TASK DETAILS. Read each line of the material and note whether it contains "none". Give the number of such lines and nothing else.

LISTED ENTRIES.

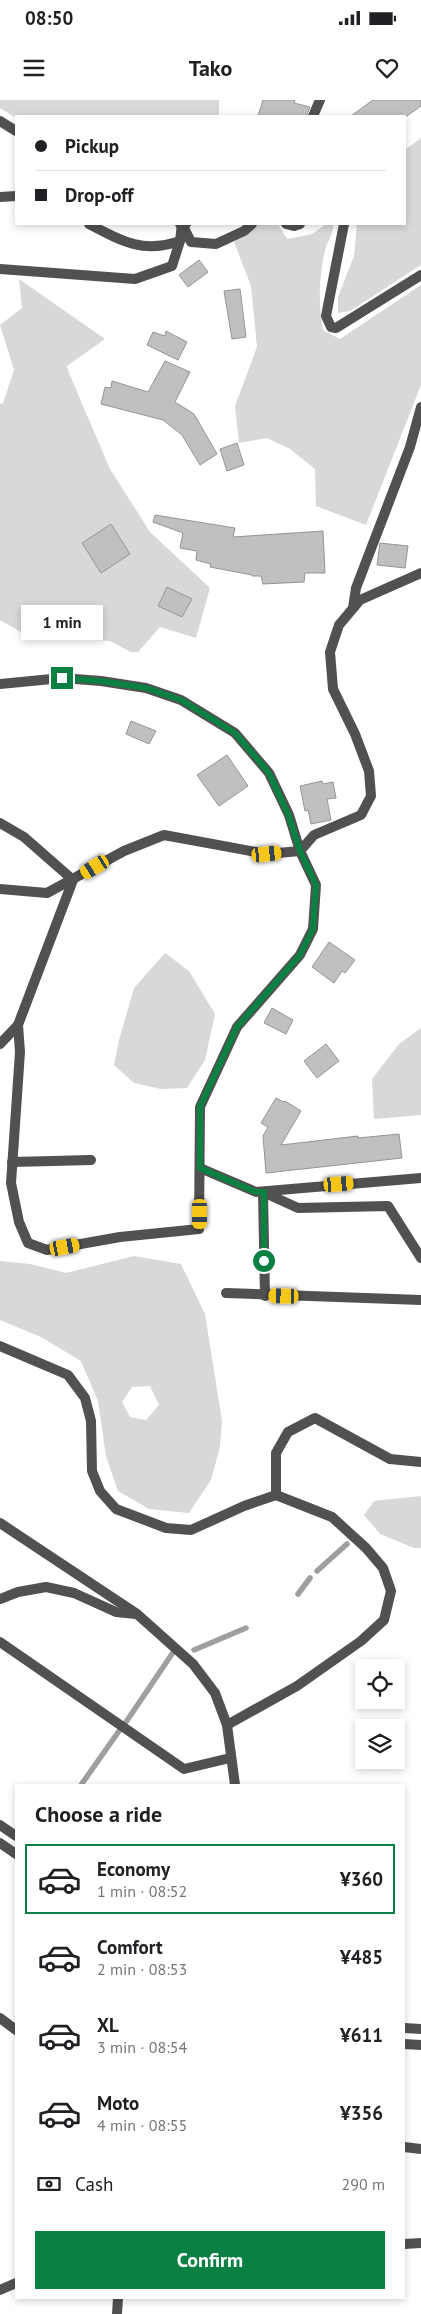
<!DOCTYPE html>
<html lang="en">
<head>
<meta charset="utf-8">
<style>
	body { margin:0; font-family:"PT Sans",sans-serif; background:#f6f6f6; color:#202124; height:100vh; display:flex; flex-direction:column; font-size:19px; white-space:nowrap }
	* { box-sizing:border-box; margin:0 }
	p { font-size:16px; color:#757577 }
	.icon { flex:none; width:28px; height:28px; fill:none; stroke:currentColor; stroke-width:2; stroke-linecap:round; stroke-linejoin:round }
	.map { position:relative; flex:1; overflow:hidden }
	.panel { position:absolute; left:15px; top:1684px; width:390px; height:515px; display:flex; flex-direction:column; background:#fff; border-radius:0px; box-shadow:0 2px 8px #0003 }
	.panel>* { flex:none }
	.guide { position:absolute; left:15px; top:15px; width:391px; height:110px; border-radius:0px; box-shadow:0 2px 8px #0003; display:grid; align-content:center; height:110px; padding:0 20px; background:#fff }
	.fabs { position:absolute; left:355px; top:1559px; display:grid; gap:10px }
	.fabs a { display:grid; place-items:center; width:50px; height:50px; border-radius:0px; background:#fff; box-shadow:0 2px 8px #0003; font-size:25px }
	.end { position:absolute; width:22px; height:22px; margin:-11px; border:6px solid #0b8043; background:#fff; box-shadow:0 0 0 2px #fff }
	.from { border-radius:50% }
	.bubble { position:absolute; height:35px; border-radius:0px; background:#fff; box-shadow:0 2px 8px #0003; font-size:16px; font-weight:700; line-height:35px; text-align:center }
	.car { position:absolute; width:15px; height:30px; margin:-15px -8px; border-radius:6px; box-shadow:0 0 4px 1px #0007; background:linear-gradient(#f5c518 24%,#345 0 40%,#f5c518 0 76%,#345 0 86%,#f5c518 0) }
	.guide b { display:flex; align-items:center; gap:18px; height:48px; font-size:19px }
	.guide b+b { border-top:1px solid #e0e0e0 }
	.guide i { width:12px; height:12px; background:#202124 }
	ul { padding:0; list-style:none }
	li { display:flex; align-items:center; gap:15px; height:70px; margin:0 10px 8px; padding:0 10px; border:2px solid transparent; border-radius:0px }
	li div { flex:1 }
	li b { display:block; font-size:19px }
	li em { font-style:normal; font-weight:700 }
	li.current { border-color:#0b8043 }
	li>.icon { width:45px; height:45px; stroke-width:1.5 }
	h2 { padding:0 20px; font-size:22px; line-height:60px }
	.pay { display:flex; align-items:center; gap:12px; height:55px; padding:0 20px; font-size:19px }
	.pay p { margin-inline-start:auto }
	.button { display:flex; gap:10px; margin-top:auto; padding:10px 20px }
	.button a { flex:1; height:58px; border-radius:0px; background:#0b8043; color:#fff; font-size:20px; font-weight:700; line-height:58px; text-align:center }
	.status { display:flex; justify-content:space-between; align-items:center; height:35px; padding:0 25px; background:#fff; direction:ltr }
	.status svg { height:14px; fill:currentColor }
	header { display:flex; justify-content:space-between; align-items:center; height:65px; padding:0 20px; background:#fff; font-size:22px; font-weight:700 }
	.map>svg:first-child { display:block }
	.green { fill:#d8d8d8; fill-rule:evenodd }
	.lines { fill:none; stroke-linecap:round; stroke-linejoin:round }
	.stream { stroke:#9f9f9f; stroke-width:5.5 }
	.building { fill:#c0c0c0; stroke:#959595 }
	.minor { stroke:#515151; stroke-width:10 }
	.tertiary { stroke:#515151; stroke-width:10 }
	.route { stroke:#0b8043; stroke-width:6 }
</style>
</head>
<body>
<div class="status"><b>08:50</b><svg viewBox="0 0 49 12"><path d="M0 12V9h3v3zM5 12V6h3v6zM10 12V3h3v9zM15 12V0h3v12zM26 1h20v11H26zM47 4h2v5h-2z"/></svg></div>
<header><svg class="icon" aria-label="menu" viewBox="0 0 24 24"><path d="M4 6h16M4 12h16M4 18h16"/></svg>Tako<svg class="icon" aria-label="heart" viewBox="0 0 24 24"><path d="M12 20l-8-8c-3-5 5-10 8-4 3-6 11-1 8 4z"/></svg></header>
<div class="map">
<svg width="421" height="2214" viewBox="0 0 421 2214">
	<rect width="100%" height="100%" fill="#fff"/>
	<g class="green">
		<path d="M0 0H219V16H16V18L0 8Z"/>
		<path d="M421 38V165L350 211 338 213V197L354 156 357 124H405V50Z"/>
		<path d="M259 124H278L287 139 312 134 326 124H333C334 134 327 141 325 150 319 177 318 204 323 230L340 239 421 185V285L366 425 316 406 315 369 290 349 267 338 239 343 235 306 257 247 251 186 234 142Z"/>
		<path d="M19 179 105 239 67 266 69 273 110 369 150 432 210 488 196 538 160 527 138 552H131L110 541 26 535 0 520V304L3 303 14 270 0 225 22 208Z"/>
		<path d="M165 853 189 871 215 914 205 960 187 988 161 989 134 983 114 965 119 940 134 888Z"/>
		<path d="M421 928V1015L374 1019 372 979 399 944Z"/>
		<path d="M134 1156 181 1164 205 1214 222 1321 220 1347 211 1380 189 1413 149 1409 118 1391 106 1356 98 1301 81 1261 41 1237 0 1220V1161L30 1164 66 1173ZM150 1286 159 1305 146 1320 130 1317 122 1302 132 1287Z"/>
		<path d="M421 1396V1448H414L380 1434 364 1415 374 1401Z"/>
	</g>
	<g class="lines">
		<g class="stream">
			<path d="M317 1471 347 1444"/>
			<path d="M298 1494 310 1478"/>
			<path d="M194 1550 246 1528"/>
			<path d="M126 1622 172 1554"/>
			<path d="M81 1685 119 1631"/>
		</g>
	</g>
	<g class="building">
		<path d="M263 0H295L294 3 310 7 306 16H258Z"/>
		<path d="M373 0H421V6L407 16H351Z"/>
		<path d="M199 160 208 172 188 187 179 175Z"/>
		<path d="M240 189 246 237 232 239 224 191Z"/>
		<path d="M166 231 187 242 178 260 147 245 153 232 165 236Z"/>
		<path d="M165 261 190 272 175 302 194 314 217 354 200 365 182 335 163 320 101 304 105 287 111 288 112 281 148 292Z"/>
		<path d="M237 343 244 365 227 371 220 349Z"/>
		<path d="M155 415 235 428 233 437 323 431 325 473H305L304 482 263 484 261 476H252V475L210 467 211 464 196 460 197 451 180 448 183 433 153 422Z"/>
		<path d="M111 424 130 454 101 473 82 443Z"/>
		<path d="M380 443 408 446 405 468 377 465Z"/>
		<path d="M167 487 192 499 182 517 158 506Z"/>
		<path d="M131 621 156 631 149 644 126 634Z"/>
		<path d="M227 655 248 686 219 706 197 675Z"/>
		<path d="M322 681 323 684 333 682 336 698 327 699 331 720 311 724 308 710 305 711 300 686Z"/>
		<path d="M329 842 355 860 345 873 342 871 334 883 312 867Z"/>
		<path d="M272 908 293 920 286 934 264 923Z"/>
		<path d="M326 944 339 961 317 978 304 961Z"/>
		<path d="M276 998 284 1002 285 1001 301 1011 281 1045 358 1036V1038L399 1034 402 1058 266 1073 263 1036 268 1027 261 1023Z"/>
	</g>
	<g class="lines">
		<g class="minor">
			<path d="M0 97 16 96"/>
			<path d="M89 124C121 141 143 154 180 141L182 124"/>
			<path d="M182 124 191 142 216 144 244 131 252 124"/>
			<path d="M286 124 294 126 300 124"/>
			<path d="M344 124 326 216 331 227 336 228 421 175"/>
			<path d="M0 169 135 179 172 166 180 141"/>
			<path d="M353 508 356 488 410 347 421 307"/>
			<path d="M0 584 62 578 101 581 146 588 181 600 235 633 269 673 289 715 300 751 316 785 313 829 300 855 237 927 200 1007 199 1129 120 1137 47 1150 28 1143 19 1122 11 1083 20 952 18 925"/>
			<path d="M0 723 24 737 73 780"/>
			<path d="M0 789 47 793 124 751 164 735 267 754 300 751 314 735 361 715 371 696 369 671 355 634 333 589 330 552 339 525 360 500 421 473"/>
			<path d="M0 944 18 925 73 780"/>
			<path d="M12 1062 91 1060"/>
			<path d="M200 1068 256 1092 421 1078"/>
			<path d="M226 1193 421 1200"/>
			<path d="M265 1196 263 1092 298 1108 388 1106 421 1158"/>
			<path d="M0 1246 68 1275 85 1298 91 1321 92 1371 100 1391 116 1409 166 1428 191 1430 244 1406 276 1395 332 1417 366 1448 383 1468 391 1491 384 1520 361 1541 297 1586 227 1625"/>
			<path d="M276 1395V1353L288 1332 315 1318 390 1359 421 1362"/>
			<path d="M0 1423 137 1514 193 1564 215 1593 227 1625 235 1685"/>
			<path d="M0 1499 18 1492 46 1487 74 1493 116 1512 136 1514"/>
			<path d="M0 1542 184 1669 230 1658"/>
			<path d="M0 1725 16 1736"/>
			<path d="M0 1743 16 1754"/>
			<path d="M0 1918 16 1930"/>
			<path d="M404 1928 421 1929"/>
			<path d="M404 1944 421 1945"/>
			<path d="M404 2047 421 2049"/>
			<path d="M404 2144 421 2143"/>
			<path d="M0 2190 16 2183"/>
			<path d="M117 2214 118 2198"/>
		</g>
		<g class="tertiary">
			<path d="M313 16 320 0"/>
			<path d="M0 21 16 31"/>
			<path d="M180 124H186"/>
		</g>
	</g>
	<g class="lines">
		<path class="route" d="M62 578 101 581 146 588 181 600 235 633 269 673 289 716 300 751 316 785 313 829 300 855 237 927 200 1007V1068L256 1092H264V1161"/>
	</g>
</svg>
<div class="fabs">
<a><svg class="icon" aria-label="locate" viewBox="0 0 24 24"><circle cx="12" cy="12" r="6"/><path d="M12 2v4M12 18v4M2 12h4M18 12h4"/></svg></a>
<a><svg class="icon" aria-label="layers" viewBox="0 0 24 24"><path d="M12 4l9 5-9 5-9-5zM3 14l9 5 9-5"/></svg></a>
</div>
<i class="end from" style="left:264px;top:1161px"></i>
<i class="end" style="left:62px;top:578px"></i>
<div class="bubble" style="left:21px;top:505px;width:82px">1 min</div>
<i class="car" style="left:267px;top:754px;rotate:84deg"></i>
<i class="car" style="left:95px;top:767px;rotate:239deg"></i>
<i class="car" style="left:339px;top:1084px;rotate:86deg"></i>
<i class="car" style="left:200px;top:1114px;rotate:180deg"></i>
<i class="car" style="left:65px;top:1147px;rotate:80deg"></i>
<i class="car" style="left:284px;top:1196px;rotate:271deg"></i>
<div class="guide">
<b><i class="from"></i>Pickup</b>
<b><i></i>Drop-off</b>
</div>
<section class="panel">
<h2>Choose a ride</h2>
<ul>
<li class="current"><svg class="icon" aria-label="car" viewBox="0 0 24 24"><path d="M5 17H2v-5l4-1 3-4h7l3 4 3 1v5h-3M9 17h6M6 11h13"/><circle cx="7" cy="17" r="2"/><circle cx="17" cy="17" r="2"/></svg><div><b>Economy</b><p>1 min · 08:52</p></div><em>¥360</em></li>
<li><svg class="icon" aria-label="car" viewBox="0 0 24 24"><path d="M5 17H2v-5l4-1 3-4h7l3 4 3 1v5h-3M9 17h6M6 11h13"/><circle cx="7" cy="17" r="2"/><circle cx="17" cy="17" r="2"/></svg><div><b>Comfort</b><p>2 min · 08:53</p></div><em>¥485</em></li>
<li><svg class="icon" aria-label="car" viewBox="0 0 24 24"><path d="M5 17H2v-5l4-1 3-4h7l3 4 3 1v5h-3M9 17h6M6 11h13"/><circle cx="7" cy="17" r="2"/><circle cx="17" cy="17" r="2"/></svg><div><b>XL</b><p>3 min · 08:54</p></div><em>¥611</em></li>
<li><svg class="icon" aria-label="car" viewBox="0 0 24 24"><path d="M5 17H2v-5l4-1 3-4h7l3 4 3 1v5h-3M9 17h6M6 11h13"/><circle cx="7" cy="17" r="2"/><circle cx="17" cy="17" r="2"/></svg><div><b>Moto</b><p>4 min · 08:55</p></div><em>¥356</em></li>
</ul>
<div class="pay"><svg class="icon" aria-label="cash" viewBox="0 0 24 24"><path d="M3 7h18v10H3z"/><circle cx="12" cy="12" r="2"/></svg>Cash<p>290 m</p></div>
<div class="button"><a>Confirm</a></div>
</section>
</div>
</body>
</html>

OUTPUT FOR THIS EXERCISE. 4